Richard Johnson has resigned from Standard Chartered Bank in Singapore, where he had run its Asian private-equity property fund.
Until recently, that fund had been co-owned and seeded by Istithmar World Real Estate, the investment arm of Dubai World. The venture had been born in late-2006 when Istithmar took a 2.7% stake in Standard Chartered's share capital for $1 billion.
The partnership appears to have broken down, now that the credit crunch has caught up with the Emirati developer. Istithmar has pulled out of the real estate funds JV with Standard Chartered, leaving Standard Chartered to rebrand it as its wholly owned project.
Johnson had been CEO of the real estate investment JV and found himself a direct employee of Standard Chartered about two or three months ago, according to third-party sources. Having been hired to a run a fund whose backers fell out, and with fund raising in stasis, he apparently decided there wasn't a point to staying.
Johnson is not a StanChart veteran; he had previously served as managing director at Istithmar, where he had been responsible for all real estate transactions, financing, strategy and research on a global basis. He moved from Dubai to Singapore in 2007 to head the real estate JV. He has also served as managing director for Asian capital markets at Jones Lang LaSalle.
Another reason for his departure may be that the real estate fund, which covers Asia including Japan, has not been able to raise significant amounts beyond its initial seeding.
Both StanChart and Istithmar had put in over $100 million each, with the aim of scaling up to $1-2 billion -- but not only has fund raising proved difficult in this environment, but Istithmar has reportedly pulled out its seeding as well.

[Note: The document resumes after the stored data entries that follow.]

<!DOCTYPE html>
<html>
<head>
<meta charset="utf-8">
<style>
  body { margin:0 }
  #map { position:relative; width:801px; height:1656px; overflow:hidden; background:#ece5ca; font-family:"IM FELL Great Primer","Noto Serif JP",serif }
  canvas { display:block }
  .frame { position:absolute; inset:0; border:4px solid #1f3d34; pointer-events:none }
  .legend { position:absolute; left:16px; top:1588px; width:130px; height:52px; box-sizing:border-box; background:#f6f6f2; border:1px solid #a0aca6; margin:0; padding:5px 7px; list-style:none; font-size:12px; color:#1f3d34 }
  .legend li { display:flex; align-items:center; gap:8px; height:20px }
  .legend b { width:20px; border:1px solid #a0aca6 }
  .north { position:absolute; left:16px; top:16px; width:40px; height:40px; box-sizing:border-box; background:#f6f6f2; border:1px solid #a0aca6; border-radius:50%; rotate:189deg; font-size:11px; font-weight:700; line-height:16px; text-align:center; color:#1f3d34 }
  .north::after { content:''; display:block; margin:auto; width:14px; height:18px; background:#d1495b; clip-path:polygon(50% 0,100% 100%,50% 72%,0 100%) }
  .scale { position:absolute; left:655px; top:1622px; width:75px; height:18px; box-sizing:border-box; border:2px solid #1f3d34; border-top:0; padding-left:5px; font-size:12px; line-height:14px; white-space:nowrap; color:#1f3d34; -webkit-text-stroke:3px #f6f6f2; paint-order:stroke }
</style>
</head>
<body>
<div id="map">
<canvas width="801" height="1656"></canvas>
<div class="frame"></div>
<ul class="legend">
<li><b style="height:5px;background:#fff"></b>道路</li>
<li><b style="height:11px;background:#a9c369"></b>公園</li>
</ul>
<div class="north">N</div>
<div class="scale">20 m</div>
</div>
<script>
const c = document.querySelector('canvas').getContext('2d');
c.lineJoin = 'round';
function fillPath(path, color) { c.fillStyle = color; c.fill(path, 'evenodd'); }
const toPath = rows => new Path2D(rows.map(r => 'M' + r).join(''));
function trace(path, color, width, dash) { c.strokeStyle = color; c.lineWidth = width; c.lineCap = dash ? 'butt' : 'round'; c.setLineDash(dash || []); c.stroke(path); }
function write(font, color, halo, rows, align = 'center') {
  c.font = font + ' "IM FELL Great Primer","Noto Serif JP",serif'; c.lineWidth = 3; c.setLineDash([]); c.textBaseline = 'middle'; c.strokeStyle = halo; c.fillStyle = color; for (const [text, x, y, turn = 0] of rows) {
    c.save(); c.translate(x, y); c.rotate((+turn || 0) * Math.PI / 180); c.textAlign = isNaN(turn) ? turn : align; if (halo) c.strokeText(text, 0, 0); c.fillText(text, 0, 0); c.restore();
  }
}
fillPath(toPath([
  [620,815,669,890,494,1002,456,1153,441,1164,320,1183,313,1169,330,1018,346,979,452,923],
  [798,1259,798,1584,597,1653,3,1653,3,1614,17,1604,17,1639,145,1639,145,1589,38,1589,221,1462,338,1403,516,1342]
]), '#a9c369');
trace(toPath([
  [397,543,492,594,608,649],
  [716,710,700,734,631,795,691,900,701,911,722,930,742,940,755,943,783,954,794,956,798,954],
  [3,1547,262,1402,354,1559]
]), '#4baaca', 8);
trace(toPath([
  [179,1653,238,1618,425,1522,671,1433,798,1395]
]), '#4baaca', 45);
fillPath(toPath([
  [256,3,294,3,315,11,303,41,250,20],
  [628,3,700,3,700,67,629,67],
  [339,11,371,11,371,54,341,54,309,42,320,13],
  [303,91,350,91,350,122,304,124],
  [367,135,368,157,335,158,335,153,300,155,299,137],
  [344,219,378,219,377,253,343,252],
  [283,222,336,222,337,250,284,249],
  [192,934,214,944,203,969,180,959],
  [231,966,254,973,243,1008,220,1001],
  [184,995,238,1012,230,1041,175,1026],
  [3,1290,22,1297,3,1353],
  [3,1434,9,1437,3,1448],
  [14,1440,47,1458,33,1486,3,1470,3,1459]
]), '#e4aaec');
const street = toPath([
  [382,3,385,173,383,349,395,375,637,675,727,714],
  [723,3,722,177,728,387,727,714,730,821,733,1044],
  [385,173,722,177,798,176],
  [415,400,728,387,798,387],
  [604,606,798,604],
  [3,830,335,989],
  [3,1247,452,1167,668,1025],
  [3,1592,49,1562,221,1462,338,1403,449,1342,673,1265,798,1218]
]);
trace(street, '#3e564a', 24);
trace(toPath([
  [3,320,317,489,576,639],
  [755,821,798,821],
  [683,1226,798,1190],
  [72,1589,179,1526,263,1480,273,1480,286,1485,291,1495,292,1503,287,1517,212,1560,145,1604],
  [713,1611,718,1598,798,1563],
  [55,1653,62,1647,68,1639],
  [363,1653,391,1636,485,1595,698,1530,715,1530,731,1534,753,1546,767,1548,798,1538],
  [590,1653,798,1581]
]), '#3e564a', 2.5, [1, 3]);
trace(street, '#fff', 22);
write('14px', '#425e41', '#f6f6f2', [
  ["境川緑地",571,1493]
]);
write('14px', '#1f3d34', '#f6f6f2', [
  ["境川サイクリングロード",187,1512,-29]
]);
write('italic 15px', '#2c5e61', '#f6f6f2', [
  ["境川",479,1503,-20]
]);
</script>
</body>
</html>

The fund is more opportunistic than core, which may explain why it is struggling to raise money. According to StanChart's website, the fund's managers will "acquire, manage, develop, re-develop, re-position and sell real estate properties and investments throughout Asia, with primary focus on China, India, Seoul, Hong Kong and Singapore. We seek to invest in both income-producing as well as high-quality development projects across our target markets...

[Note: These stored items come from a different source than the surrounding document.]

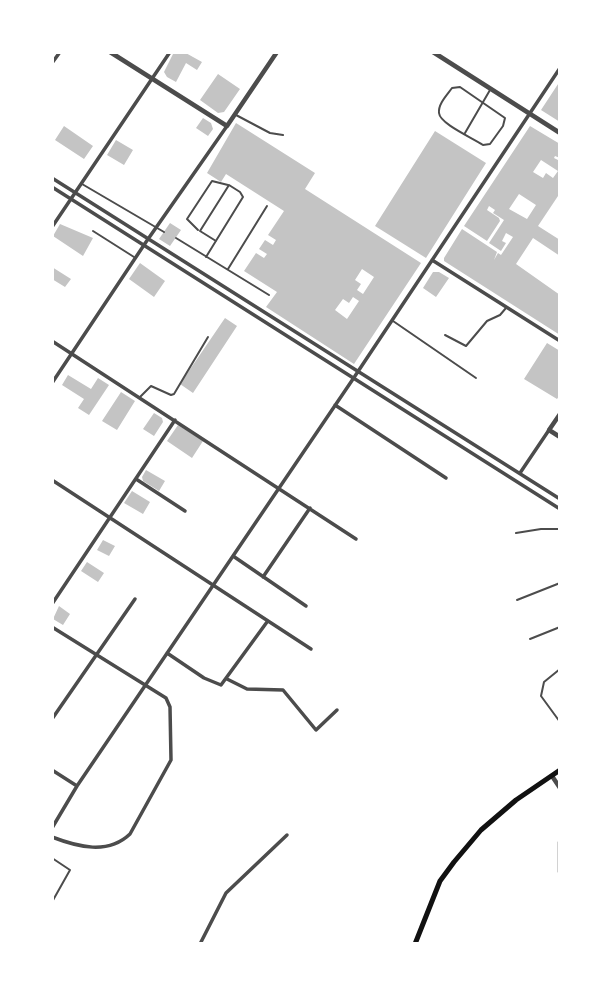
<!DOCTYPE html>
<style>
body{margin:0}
#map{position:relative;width:612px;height:996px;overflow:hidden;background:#fff;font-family:"DM Sans",sans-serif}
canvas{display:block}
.frame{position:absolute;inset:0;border:54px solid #fff;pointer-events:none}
</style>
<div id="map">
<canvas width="612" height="996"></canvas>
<div class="frame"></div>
</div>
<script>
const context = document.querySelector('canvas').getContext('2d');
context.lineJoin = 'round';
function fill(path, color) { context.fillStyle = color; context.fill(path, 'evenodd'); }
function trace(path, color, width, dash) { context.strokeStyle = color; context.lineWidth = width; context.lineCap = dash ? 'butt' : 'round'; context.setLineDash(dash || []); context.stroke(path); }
fill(new Path2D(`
 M174 52H184L202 62 197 70 186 63 176 82 167 77 164 72Z
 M218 74 240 89 224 112 218 113 200 100Z
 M560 81V122L541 110Z
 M203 118 211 123 213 129 208 136 196 128Z
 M236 123 315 173 305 189 421 263 354 364 266 307 277 292 244 271 256 253 264 258 267 254 259 249 265 240 273 245 276 240 268 235 284 211 226 174 221 182 207 173ZM362 269 374 277 363 294 357 290 361 284 355 280ZM353 297 359 301 347 319 335 310 343 299 349 303Z
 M64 126 93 146 84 159 55 140Z
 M530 126 560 144V158L555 156 554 158 560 161V193L538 226 560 240V256L533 238 516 264 560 295V335L444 261V258L462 229 497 252 494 260 498 253 501 255 513 237 506 233 502 241 506 243 501 251 489 243 504 220 493 213 495 210 489 206 487 210 499 218 500 221 487 241 464 226ZM541 160 558 171 553 178 546 173 543 178 533 172ZM519 194 536 205 527 219 509 209Z
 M435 131 486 163 426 258 375 226Z
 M116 140 133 150 124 165 107 155Z
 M170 223 181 230 170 246 159 239Z
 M60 224 93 238 83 256 53 236Z
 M140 263 165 281 154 297 129 279Z
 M52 267 71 279 65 287 52 279Z
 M433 272H439L449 278 436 297 423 288Z
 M225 318 237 326 193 393 180 384Z
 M547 343 560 351V395L557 399 524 379Z
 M68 375 91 389 98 378 109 385 89 415 78 408 84 399 62 385Z
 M121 392 135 401 117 430 102 421Z
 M154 413 162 418 163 422 154 436 143 429Z
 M178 425 203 441 192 458 167 441Z
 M146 470 165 481 159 491 143 481 142 477Z
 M132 491 150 502 143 514 124 503Z
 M103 540 115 546 109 556 97 550Z
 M87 562 104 573 98 582 81 571Z
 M59 606 70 614 63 625 53 619Z`), '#c4c4c4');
trace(new Path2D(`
 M460 87 505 118 503 126 490 144 483 145C473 138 440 124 439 113 438 104 447 95 452 88Z
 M236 115 270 133 283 135
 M465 133 490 90
 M82 184 164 232
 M198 230 187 219 212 181 228 185
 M93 231 134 257
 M176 238 269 295
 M206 257 243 197 240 192 229 185 200 231 216 241
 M228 269 267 206
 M393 321 476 378
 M445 335 466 346 487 321 500 315 506 308
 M140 397 151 386 171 395 174 394 208 337
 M516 533 541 529H560
 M517 600 560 583
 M530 639 560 627
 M560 669 544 682 541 696 560 722
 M52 858 70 870 52 902`), '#4c4c4c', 2);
trace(new Path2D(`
 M52 63 60 52
 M52 178 560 499
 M52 187 560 509
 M52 227 170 52
 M432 260 560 341
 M52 341 356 539
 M52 383 146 242 227 126
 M335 405 446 478
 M520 473 549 430
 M136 479 185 511
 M52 480 311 649
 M233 556 306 606
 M263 577 310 508
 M52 604 175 420
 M52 627 166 698 170 707 171 760 130 834C108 855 78 847 52 837
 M167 653 204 678 221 685 267 622
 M227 679 247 689 283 690 316 730 337 710
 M52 719 135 599
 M52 770 77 786
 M52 828 77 786 353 379 560 68
 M200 944 226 893 287 835`), '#4c4c4c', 3.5);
trace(new Path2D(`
 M110 52 227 126 277 52
 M433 52 560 133
 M560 414 549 430 560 437
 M552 776 560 788
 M560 842V872`), '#4c4c4c', 4.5);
trace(new Path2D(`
 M415 944 440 881 454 862 481 830 516 800 560 770`), '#111', 5);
</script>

"The fund focuses on investing in mispriced assets, mezzanine loans, and preferred equity deals, ground-up development (urban infill locations), mismanaged assets which require capital investment and repositioning, as well as opportunities in the overlooked sector of medium-sized deals."
The bank's real estate investment team remains otherwise intact, with offices in China, India and Singapore.
Joe Stevens, Singapore-based head of private equity investments at Standard Chartered, did not return calls seeking comment. Calls and emails to the division were not answered.